* Problem details
For the listing below, count the lines that contain "labels" and report only the number.

[[ Extracted data open ]]

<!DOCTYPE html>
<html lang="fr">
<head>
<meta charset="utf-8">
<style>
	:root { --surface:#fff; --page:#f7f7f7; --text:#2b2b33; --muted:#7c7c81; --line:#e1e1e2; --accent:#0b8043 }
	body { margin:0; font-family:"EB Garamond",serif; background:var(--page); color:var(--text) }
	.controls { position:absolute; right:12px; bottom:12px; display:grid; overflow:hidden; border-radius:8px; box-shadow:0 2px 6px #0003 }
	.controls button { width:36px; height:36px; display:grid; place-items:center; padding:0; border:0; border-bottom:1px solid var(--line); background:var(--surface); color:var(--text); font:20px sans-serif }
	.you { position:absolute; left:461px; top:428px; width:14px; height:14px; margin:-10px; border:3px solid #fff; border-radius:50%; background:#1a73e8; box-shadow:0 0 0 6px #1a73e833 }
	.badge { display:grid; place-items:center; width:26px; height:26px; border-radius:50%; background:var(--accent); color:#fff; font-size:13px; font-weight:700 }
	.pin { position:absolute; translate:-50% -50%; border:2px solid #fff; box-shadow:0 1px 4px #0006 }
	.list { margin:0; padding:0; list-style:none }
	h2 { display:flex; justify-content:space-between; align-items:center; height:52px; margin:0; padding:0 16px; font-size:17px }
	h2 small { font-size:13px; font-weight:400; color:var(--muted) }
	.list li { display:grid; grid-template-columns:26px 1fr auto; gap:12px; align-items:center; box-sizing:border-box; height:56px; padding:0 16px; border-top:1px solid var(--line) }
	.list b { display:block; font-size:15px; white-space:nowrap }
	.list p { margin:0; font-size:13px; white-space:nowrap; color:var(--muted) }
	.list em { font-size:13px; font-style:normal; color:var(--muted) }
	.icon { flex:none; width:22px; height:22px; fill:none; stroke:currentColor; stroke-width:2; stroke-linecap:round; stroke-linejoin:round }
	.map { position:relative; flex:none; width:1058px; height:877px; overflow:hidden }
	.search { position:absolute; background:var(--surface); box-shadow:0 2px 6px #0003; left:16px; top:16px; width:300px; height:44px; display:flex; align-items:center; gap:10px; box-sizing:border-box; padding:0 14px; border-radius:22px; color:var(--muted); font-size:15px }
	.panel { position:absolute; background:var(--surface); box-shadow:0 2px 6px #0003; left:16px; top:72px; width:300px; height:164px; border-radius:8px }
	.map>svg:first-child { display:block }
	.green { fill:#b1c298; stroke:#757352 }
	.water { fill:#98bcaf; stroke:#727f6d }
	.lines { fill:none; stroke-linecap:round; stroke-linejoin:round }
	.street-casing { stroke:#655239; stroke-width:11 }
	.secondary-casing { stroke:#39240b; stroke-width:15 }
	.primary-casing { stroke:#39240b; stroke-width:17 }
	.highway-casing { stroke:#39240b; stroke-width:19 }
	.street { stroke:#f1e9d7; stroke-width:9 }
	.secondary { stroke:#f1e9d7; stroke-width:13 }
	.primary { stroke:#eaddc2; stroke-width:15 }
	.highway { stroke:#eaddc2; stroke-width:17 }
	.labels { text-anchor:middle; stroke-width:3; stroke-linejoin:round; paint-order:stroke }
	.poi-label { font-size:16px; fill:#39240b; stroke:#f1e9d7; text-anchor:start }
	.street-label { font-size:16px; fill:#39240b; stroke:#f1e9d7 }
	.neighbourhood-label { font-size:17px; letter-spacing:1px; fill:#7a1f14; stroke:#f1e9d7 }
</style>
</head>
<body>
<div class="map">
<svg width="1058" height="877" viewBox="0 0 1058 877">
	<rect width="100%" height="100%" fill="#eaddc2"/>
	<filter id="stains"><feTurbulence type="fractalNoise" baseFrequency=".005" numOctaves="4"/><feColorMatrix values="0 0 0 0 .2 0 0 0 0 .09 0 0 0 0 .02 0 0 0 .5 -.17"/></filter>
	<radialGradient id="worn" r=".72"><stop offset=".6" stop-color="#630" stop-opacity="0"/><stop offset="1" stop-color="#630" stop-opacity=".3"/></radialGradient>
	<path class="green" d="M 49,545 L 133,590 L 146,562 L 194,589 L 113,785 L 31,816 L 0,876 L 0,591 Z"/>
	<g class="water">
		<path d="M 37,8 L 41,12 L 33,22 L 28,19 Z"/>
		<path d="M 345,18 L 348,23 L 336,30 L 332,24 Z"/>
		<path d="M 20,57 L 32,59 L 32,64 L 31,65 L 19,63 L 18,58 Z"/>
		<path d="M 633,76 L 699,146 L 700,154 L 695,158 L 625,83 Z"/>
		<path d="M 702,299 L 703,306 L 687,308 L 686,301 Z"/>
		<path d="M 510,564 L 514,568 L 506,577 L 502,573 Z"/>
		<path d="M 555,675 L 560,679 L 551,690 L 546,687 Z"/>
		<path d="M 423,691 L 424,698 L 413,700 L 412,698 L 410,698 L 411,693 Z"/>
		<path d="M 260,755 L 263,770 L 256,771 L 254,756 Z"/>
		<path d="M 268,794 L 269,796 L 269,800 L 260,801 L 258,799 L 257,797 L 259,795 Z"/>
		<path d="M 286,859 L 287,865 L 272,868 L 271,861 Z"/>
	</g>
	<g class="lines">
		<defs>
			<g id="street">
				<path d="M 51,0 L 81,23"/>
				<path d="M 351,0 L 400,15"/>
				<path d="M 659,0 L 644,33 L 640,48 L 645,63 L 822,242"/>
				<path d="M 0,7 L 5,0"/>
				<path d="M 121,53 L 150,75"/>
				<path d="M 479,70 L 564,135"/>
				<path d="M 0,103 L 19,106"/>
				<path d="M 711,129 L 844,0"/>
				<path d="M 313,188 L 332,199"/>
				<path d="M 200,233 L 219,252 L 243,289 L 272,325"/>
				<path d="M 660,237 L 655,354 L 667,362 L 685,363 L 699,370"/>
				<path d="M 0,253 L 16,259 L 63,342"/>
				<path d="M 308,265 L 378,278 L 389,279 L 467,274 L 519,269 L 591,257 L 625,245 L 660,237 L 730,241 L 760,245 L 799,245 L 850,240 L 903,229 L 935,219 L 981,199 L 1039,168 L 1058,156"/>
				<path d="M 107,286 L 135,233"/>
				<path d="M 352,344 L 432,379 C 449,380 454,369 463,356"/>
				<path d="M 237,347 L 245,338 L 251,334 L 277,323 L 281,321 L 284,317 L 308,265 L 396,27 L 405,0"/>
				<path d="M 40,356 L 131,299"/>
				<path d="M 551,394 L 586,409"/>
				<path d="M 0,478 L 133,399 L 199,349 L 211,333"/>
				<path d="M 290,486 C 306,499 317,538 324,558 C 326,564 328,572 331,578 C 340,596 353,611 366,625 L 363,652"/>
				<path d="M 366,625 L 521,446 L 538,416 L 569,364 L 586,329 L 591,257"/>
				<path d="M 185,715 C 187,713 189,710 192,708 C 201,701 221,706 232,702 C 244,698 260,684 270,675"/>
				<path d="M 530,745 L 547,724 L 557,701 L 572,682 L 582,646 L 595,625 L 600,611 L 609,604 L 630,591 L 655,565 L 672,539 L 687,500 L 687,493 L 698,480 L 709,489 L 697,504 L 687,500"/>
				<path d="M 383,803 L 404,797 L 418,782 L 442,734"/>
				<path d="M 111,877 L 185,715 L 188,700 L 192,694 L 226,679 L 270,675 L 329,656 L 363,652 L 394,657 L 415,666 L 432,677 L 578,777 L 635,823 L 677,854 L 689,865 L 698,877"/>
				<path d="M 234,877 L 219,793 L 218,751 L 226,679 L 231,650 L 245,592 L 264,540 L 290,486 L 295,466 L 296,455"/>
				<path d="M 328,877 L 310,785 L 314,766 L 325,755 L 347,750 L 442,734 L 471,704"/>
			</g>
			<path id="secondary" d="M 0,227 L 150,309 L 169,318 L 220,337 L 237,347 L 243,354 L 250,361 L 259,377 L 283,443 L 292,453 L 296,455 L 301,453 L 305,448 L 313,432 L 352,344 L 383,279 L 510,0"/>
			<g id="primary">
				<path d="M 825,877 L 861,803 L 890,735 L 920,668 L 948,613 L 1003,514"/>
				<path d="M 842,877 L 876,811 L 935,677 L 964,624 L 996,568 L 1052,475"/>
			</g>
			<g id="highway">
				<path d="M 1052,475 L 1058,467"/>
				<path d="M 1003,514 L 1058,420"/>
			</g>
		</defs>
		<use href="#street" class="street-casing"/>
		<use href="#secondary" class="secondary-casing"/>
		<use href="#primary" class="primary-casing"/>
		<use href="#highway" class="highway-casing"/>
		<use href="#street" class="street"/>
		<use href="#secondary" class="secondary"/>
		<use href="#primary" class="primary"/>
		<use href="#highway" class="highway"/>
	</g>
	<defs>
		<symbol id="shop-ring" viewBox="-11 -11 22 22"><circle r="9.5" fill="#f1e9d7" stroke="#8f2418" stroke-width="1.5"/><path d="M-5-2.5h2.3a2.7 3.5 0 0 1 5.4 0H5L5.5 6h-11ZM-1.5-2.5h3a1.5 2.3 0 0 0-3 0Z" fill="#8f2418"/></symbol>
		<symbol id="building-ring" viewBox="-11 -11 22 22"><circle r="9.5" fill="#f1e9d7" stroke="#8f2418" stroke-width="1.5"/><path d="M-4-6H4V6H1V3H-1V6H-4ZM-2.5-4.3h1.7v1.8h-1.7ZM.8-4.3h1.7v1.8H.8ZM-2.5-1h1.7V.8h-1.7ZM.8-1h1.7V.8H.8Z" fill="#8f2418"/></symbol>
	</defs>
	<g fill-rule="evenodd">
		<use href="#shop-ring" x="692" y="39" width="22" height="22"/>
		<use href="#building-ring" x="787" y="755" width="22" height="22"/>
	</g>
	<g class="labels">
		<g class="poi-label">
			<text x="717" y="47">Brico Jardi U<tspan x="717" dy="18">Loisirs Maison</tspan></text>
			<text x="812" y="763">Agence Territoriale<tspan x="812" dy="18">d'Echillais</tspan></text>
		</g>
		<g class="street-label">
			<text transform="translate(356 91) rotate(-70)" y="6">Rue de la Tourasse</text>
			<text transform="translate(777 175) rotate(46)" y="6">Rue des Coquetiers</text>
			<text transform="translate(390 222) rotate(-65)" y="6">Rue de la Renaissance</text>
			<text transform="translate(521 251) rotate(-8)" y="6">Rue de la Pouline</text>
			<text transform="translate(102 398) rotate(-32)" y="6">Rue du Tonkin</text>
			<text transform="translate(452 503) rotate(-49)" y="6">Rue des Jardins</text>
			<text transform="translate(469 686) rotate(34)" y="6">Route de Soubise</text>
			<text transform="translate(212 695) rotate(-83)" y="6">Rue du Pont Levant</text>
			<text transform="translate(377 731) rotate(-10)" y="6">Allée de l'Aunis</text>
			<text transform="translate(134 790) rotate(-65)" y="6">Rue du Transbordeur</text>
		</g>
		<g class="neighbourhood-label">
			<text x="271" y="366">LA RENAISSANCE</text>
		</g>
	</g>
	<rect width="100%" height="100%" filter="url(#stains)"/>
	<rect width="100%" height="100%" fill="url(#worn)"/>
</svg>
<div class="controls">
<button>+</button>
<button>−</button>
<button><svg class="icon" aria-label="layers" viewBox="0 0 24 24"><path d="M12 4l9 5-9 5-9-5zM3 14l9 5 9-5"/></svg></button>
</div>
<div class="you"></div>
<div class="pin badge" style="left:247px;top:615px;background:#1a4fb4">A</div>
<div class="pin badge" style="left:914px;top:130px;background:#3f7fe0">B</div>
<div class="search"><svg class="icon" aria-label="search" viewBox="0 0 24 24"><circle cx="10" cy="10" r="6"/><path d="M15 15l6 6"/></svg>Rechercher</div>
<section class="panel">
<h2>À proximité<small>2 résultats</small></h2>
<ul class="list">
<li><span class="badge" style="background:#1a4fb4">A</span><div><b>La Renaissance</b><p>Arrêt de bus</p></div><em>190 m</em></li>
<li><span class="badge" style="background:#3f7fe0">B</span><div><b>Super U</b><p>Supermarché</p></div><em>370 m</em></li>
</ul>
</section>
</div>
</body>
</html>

[[ Extracted data closed ]]

* Response to this exercise
2